*WORK REQUEST*
Find and copy each line of the records where the string "screenshot" shows up.

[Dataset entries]

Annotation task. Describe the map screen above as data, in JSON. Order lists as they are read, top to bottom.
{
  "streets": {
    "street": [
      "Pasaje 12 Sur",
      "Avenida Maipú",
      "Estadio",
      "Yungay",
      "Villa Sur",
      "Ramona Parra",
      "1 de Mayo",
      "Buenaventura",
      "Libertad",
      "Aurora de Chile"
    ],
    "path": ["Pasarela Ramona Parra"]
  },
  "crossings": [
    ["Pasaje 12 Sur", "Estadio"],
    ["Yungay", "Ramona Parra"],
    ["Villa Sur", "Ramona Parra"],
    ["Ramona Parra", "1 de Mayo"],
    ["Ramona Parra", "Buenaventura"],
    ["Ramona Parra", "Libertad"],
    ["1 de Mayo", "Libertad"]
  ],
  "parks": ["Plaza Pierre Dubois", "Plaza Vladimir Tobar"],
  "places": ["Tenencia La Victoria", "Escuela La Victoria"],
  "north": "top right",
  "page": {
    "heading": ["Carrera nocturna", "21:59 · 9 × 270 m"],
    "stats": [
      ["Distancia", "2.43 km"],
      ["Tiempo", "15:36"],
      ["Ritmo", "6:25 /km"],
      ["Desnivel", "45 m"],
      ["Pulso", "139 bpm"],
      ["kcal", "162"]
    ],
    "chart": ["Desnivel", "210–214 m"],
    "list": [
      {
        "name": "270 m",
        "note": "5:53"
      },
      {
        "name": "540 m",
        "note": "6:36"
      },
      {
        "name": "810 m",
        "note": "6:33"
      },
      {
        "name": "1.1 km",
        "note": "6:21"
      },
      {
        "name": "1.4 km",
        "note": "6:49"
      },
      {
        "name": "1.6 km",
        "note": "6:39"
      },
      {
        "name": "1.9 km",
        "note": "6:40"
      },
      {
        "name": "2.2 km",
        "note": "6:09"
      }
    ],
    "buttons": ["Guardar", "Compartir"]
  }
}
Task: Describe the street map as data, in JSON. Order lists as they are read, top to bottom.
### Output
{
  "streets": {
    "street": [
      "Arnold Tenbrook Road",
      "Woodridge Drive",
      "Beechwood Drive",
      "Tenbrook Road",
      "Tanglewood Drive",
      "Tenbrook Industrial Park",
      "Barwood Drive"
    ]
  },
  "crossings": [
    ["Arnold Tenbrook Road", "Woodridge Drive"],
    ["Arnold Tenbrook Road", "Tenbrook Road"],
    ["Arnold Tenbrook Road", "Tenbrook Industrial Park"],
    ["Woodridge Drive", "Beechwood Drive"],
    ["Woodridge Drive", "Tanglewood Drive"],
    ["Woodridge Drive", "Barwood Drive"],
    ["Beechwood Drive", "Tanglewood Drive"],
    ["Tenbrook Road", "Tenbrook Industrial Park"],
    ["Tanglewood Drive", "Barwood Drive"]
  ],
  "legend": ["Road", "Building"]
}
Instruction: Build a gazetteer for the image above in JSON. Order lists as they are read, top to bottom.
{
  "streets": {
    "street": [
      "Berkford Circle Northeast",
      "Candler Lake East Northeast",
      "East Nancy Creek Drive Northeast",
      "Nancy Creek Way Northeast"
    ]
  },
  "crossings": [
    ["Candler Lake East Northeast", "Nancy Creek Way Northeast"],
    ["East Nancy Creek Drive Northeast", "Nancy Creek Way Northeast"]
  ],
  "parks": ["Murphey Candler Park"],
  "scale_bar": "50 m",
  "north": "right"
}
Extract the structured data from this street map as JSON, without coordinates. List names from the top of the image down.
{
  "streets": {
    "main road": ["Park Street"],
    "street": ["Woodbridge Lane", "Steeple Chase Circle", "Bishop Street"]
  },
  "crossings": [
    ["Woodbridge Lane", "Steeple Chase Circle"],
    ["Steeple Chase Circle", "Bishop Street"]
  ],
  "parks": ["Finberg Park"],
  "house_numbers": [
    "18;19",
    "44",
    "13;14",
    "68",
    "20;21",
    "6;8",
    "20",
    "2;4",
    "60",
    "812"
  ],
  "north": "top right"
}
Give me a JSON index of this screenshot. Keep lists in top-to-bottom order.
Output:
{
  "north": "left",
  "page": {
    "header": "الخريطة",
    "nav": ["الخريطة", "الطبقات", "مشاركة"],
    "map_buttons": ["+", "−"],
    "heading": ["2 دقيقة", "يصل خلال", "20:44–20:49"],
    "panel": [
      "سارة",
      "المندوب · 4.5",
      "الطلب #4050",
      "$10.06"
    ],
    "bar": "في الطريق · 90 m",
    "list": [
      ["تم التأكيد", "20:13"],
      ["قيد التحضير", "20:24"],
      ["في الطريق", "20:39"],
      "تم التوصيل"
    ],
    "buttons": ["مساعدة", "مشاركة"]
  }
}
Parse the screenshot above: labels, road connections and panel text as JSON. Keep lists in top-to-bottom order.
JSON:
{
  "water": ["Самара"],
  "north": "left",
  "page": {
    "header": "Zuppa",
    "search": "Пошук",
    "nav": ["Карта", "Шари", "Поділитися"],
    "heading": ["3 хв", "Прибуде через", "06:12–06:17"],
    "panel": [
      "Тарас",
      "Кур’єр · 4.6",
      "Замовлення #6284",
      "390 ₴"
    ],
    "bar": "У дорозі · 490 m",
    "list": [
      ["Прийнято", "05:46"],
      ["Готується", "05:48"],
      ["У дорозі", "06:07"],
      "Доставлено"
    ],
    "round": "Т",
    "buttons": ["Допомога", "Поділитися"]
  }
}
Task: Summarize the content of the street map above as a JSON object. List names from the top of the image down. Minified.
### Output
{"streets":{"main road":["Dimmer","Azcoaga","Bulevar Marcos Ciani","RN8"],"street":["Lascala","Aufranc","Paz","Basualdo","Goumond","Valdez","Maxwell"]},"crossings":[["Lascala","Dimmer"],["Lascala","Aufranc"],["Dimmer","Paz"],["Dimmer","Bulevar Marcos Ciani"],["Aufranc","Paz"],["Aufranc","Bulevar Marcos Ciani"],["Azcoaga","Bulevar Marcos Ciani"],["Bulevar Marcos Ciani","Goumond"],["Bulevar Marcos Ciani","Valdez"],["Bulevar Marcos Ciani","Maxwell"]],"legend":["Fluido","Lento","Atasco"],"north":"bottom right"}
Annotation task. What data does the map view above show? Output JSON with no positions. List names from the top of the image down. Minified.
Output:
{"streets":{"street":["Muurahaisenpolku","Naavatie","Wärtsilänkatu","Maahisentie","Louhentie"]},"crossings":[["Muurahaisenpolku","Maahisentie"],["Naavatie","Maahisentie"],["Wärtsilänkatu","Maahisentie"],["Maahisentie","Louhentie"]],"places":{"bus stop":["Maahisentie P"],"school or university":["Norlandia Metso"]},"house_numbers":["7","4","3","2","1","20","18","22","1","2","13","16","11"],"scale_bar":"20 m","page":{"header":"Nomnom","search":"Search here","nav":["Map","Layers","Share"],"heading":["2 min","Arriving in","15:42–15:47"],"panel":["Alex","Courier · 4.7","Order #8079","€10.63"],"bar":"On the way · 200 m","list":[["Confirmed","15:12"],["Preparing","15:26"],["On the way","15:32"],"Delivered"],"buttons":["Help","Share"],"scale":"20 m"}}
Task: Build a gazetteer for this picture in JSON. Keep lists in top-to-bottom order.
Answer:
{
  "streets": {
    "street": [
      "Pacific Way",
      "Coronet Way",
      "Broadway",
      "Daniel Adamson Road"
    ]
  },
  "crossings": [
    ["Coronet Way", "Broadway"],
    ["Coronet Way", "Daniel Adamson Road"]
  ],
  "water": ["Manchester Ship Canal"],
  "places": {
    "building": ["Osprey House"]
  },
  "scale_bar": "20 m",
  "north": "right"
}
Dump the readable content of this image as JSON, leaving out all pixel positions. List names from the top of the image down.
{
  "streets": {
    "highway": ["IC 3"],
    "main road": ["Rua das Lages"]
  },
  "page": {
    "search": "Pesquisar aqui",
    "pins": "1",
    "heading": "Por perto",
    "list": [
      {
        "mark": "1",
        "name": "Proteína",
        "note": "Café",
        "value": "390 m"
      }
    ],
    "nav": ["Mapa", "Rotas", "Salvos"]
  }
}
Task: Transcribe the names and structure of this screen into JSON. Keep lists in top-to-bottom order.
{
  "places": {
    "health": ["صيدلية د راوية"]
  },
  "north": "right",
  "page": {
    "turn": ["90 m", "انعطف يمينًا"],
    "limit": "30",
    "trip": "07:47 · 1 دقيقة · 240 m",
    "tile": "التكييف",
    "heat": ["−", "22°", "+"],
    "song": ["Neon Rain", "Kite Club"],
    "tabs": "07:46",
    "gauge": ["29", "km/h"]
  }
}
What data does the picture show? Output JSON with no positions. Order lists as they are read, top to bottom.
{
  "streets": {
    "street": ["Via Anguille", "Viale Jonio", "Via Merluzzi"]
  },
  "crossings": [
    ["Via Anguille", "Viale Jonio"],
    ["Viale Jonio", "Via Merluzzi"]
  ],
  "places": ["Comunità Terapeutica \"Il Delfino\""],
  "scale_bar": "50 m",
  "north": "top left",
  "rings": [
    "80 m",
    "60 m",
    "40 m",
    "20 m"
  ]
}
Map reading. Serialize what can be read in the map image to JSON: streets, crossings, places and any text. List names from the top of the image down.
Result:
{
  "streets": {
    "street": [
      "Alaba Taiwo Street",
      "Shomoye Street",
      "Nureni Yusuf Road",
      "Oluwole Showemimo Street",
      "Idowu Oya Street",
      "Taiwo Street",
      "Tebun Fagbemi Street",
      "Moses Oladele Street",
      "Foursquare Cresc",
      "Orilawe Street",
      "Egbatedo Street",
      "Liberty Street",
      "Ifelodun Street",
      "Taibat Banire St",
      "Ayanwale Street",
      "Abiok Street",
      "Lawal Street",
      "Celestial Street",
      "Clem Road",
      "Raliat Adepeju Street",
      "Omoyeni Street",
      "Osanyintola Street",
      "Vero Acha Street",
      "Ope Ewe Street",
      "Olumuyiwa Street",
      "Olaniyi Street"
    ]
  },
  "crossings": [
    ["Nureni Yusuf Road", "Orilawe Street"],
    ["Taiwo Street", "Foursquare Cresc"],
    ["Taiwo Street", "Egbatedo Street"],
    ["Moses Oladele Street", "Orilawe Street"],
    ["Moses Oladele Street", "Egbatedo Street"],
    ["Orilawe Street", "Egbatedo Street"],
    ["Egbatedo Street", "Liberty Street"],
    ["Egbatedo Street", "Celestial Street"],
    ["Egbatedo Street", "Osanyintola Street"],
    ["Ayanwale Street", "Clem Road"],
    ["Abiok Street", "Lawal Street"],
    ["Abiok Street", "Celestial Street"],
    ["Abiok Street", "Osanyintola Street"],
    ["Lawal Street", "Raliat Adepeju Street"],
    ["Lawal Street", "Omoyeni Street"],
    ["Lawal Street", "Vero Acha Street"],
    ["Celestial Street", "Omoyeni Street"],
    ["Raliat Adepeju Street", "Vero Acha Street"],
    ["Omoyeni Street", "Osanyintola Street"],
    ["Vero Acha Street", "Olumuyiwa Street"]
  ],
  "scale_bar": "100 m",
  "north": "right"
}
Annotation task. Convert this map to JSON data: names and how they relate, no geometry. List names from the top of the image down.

*ANSWER FOR THE TASK*
Give me a JSON index of this screenshot. Keep lists in top-to-bottom order.
Parse the screenshot above: labels, road connections and panel text as JSON. Keep lists in top-to-bottom order.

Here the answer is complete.